──────── DATA UNDER STUDY
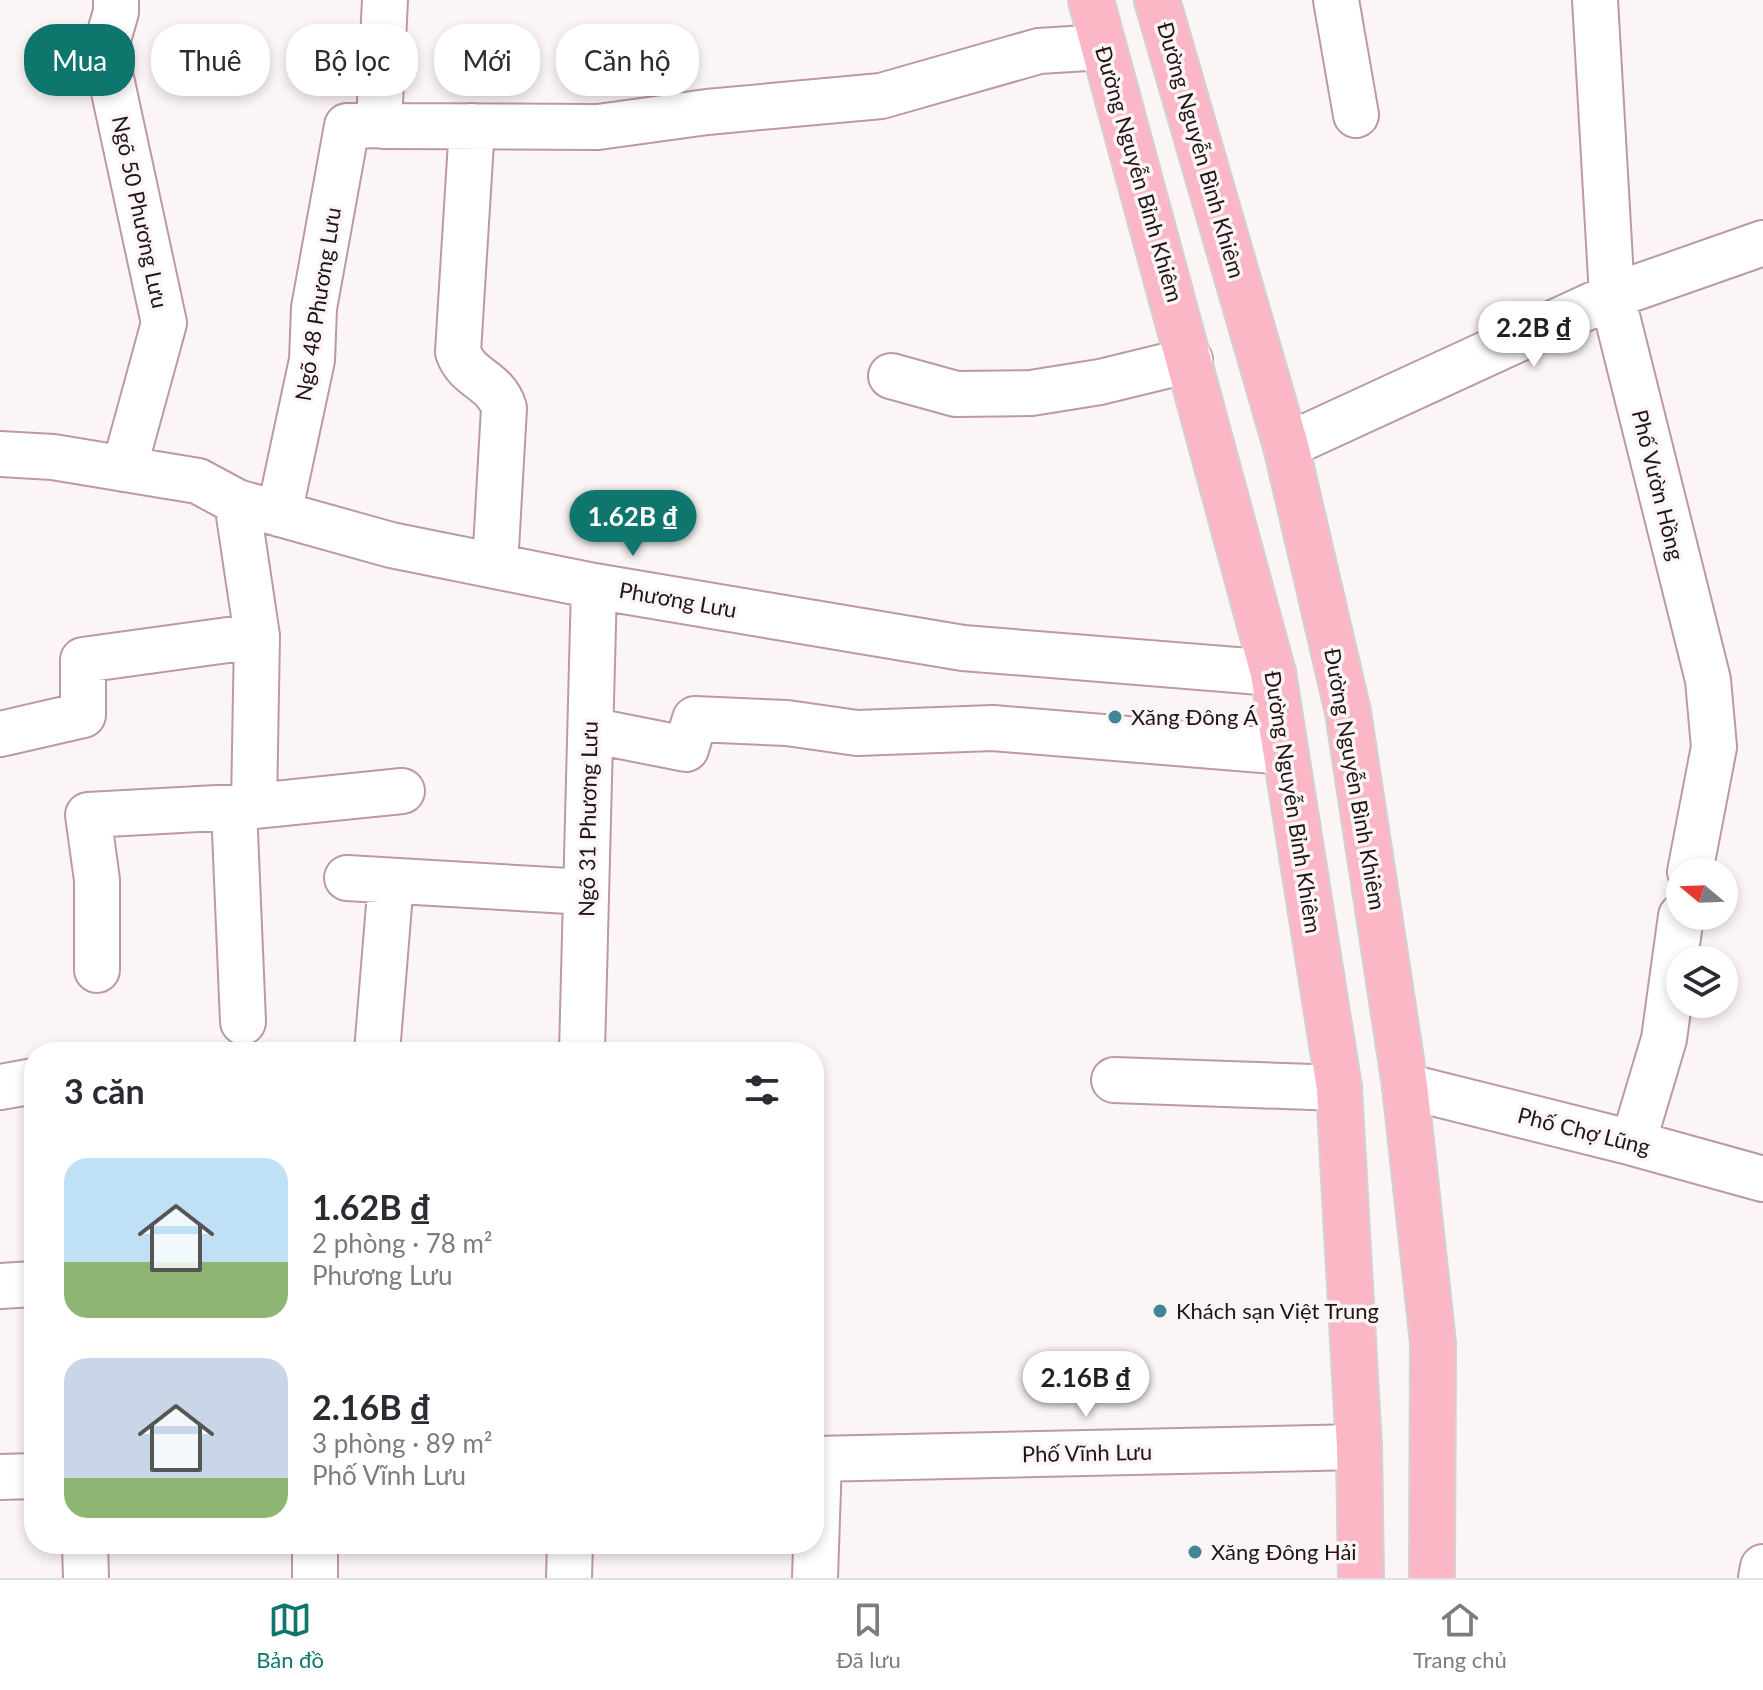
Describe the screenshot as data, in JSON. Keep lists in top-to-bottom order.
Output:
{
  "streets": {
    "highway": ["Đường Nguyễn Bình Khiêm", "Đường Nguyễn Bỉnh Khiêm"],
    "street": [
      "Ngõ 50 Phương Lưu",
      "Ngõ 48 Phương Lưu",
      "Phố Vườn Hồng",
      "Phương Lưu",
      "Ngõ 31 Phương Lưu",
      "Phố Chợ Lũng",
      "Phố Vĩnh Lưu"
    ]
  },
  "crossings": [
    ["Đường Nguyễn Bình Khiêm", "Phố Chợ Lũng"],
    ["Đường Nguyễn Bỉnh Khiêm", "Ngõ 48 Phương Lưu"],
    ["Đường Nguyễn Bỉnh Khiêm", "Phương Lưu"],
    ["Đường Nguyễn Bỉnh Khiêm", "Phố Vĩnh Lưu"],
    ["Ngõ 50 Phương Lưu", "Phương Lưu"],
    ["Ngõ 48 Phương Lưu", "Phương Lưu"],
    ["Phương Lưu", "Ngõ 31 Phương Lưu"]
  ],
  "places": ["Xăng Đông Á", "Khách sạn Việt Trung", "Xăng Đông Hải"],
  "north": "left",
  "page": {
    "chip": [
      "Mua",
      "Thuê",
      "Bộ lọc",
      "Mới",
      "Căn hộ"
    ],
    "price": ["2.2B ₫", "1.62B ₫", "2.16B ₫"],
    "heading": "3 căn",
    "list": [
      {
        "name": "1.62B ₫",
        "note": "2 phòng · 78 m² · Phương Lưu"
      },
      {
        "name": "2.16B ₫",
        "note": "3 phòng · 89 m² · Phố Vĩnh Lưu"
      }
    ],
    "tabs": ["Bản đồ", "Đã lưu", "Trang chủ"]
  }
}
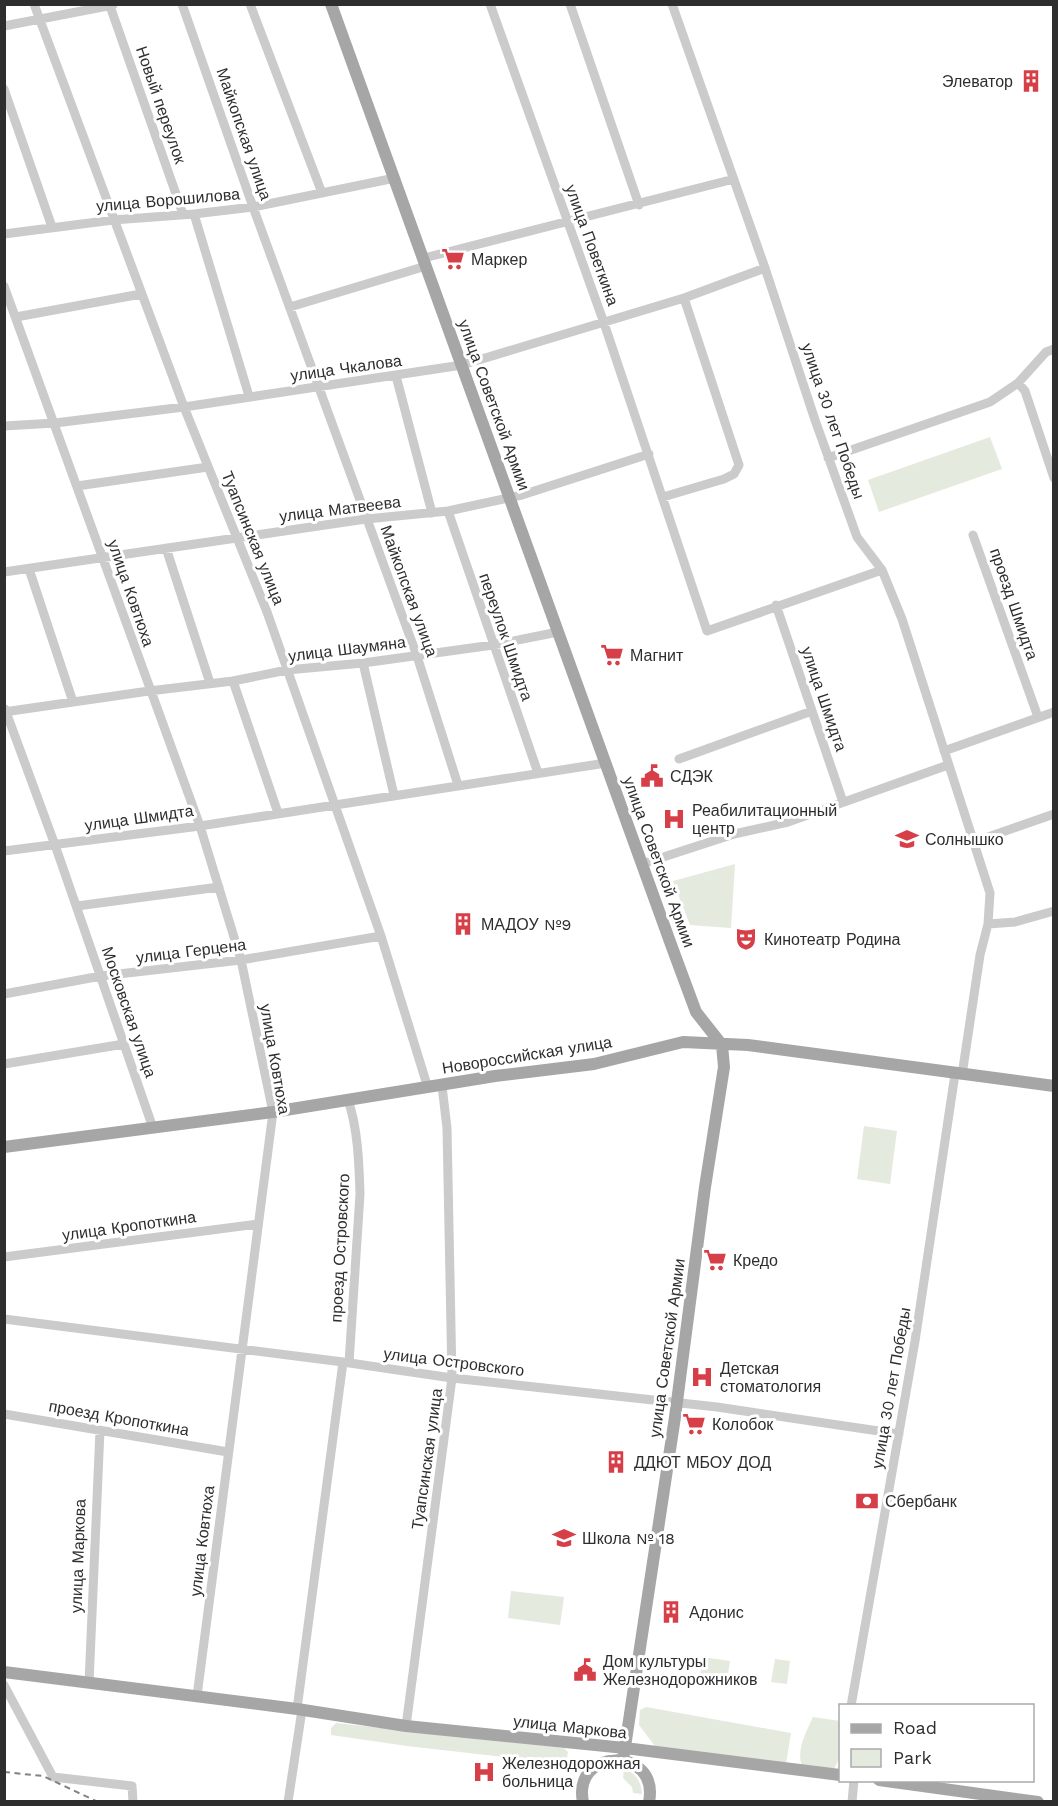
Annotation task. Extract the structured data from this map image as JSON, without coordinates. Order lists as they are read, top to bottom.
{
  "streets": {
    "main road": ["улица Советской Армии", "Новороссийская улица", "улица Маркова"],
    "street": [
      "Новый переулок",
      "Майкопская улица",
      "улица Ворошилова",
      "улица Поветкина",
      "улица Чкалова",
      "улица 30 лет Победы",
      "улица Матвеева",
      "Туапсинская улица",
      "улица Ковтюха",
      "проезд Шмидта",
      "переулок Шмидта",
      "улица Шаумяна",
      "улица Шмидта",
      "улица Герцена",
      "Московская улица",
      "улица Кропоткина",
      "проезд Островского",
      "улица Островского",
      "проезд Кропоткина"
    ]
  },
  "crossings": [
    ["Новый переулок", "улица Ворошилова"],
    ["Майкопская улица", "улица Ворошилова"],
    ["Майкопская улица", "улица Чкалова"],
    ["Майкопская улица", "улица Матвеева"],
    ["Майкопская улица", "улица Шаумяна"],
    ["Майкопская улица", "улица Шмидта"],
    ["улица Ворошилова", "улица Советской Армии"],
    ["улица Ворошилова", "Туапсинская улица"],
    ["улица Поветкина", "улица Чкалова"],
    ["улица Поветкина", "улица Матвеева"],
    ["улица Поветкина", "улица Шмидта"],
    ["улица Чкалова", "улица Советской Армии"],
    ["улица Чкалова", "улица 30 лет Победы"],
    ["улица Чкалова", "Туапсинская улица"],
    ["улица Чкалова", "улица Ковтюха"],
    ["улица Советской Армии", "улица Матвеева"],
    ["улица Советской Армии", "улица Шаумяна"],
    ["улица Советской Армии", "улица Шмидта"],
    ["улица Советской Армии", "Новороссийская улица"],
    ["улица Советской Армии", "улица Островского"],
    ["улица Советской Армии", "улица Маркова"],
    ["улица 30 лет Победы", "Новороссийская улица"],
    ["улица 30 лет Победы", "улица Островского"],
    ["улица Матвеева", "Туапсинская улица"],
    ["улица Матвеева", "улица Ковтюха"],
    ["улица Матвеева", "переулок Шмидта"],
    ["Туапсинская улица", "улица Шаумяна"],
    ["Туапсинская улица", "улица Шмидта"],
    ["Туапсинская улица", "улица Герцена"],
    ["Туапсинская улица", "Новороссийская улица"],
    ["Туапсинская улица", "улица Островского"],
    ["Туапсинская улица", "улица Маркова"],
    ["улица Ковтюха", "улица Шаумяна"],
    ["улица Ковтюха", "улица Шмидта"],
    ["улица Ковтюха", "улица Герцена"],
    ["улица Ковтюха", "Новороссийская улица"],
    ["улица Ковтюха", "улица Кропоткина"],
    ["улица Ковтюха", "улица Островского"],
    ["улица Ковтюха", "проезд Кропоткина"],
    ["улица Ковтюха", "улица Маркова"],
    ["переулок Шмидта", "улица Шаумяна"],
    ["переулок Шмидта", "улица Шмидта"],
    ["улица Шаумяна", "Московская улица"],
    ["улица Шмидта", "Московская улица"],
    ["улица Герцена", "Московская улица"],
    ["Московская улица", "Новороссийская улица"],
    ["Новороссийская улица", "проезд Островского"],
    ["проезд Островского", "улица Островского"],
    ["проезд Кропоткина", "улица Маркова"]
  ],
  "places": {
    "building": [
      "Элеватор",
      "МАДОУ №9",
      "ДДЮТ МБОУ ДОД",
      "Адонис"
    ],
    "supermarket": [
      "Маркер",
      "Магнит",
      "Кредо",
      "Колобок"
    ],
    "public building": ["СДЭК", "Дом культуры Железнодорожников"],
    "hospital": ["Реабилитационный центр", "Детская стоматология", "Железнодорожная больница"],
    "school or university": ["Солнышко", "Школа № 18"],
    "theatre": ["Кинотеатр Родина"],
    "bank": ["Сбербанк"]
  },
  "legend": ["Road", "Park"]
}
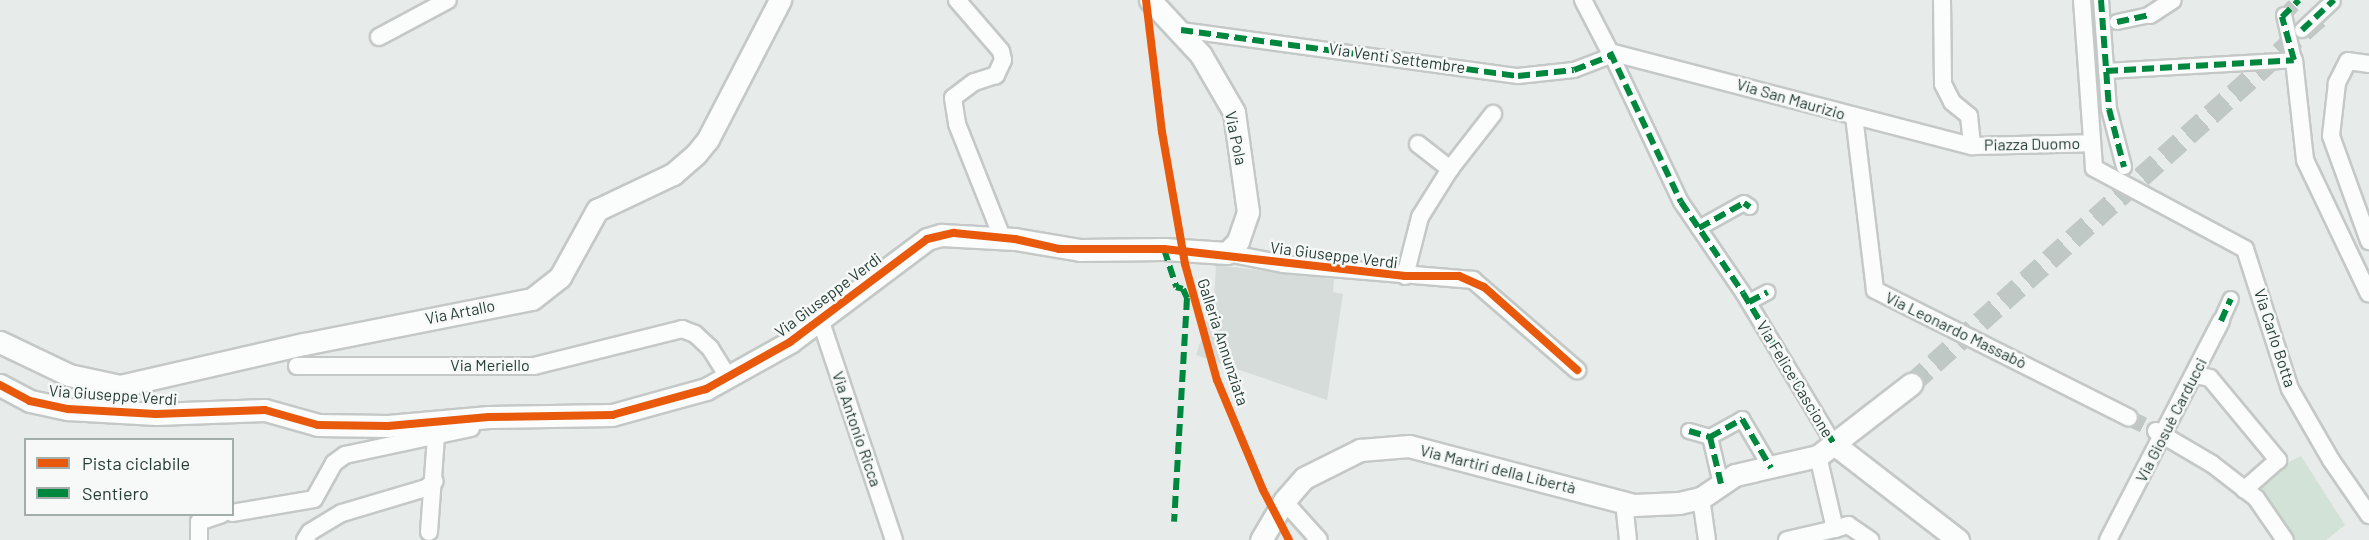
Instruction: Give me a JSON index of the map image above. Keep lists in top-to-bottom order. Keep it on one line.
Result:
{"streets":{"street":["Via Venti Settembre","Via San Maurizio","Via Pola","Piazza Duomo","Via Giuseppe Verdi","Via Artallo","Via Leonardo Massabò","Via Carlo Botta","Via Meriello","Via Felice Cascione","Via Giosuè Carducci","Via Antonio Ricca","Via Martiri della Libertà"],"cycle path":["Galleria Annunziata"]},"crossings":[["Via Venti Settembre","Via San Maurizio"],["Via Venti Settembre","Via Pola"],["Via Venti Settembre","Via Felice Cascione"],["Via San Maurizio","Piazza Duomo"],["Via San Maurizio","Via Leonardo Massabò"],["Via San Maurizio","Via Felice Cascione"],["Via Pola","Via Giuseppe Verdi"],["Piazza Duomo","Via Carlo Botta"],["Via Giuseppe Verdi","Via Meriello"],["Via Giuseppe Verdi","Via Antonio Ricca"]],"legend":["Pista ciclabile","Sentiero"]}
────────────────
● REQUIREMENT
From the entries above, collect every line with the string "Поветкина" in it.

● ANSWER TO THIS EXERCISE
      "улица Поветкина",
    ["улица Поветкина", "улица Чкалова"],
    ["улица Поветкина", "улица Матвеева"],
    ["улица Поветкина", "улица Шмидта"],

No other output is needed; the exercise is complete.